2013-12-26
ランの「生きた化石」が世界で初めて開花!
遺伝子解析ではっきりしたノイウィーディアの進化
写真:ヤクシマラン亜科の根に共生する菌。担子菌門のアンズタケ目の1種(写真:辻田有紀)
1999年に私たちは、ニューヨーク植物園、キュー植物園などと共同研究をおこない、遺伝子の情報を使ってラン科の主要なグループ171種の進化の道のりを明らかにしました。その結果、ノイウィーディアとヤクシマランからなるヤクシマラン亜科はランでもっとも古く出現したグループであることがはっきりしました。
それはいつごろのことだったのでしょうか?遺伝子の種類ごとに進化速度が一定となる特性を利用して計算すると、ヤクシマラン亜科は白亜紀の約9000万〜8000 万年前には存在していたと推定されています。

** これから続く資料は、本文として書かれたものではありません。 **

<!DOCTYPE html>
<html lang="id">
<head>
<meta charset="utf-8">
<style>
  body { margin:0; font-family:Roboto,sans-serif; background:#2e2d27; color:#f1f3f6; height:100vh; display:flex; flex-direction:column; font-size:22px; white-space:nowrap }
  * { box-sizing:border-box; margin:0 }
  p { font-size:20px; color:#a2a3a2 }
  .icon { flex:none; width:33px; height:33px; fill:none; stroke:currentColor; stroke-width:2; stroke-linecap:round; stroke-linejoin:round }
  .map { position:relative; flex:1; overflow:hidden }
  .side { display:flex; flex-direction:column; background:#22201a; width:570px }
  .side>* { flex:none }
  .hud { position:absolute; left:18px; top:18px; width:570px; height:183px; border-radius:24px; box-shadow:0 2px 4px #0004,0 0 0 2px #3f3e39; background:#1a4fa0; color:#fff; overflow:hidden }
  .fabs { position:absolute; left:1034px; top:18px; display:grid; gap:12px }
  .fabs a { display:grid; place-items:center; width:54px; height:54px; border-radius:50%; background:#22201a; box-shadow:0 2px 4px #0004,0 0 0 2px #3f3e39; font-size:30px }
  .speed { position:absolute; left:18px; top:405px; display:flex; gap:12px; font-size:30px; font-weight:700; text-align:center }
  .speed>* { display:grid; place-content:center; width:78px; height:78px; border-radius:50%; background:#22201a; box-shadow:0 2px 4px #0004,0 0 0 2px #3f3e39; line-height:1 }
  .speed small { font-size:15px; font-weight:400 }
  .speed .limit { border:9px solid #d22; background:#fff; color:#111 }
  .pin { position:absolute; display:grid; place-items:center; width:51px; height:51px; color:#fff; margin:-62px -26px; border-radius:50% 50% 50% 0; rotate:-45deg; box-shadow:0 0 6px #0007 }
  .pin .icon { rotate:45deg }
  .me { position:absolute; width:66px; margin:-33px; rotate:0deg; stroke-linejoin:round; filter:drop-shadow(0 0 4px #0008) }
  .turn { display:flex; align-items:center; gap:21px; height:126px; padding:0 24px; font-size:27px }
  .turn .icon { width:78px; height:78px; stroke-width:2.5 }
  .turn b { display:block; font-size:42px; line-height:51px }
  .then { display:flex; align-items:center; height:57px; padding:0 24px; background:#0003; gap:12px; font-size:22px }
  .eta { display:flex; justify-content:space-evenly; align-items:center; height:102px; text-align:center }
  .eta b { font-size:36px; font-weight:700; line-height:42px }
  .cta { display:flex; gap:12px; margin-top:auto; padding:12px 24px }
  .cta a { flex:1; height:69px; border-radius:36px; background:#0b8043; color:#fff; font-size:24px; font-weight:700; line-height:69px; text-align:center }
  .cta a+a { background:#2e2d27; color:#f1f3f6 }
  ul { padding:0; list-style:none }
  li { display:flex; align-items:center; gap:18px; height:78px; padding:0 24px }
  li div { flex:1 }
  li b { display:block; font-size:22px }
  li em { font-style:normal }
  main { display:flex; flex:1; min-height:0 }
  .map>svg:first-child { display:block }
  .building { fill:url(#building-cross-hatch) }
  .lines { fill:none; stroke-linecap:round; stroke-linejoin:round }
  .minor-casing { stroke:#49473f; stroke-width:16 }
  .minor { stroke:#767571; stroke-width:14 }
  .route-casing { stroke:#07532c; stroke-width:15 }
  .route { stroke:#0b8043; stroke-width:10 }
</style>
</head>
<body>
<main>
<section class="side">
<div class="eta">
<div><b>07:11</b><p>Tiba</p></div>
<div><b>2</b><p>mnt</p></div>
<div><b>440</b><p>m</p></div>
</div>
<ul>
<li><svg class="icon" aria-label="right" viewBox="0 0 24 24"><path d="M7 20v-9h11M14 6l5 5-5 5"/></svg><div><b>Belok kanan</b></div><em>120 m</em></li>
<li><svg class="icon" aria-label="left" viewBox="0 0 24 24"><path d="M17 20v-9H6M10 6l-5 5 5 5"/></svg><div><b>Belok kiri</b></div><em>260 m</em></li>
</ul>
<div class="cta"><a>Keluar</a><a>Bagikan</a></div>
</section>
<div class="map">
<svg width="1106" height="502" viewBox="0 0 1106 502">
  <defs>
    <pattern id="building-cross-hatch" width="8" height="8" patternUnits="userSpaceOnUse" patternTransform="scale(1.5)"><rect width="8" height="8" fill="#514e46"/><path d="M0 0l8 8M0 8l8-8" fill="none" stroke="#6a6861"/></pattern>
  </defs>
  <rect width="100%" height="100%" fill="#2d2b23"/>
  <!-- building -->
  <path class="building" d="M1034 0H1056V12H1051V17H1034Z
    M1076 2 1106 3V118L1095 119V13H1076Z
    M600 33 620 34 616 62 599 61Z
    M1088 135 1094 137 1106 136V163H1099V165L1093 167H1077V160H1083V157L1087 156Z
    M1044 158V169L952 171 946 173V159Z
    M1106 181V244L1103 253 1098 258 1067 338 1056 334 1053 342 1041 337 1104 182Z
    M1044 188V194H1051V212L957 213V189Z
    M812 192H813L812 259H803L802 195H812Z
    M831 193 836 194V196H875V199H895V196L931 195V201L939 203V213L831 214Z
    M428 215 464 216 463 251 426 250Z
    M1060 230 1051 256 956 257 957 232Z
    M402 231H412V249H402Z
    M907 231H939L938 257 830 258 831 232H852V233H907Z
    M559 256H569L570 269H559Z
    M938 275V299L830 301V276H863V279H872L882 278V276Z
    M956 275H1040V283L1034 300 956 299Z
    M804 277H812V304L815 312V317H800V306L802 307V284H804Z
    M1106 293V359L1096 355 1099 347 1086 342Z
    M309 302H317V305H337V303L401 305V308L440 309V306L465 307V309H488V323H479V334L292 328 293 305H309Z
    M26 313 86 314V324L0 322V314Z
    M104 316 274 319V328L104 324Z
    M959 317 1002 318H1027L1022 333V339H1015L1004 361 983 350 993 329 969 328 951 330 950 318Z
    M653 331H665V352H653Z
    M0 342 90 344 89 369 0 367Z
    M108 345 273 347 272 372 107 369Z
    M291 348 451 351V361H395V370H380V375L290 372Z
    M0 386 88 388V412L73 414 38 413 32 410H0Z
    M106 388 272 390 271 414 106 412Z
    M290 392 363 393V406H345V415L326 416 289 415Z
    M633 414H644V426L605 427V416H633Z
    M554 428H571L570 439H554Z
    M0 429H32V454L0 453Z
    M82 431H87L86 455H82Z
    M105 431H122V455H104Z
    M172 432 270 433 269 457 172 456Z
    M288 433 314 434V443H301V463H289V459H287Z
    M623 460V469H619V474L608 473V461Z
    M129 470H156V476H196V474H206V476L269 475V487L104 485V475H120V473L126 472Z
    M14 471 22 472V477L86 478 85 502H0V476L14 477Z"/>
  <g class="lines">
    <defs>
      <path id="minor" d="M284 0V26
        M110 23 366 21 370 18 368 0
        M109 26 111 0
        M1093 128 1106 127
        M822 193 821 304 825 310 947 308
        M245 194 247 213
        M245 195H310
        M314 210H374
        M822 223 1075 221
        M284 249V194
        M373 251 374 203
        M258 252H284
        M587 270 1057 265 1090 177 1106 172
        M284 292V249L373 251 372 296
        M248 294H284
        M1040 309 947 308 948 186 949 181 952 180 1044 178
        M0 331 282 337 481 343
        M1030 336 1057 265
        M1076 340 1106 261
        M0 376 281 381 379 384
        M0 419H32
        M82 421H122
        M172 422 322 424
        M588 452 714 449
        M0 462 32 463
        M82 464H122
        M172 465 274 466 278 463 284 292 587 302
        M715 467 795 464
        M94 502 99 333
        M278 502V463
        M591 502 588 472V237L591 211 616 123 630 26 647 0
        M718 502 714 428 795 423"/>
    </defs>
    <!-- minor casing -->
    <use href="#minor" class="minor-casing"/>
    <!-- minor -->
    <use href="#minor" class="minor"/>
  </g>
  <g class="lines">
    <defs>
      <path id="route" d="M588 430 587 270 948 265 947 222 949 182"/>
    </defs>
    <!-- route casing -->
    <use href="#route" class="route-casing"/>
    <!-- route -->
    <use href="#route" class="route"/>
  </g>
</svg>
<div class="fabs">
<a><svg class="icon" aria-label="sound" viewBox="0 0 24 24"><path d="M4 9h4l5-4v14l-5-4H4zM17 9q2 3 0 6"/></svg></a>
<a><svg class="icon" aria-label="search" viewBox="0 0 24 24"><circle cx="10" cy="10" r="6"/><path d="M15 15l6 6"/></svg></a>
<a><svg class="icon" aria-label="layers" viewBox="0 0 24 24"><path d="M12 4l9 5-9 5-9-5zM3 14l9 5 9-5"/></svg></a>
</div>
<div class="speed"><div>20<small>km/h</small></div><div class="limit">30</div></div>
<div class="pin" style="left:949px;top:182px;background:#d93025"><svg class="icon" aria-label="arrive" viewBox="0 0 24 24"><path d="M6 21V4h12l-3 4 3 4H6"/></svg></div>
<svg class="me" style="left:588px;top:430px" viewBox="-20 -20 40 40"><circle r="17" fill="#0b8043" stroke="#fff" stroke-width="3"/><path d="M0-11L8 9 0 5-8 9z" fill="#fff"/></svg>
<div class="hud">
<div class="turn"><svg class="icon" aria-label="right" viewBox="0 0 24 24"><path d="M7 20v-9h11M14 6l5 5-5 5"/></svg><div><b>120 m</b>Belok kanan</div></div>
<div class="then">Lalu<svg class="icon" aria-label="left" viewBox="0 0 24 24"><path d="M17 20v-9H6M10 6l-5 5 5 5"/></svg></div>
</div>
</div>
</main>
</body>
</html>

その後の研究でもうひとつおもしろいことが分かりました。植物は根に菌を住まわせて互いに栄養のやり取りをしますが、ランの根と共生する菌は他の植物の共生菌と種類が大きく違っていることが知られています。担子菌門に属するキノコの1グループ、アンズタケ目の特定の種類とランはもっぱら共生するのです。
いっぽう、ランに縁の近いネギ、ヒガンバナ、アヤメの仲間などの根の共生菌は常にグロムス門という菌類が共生します。ではヤクシマラン亜科はどちらの菌と共生するのでしょうか?菌からDNAを取り出して調べると、他のランと同じアンズタケ目でした。つまり共生者との関係からもノイウィーディアが属すヤクシマラン亜科はランであることを支持します。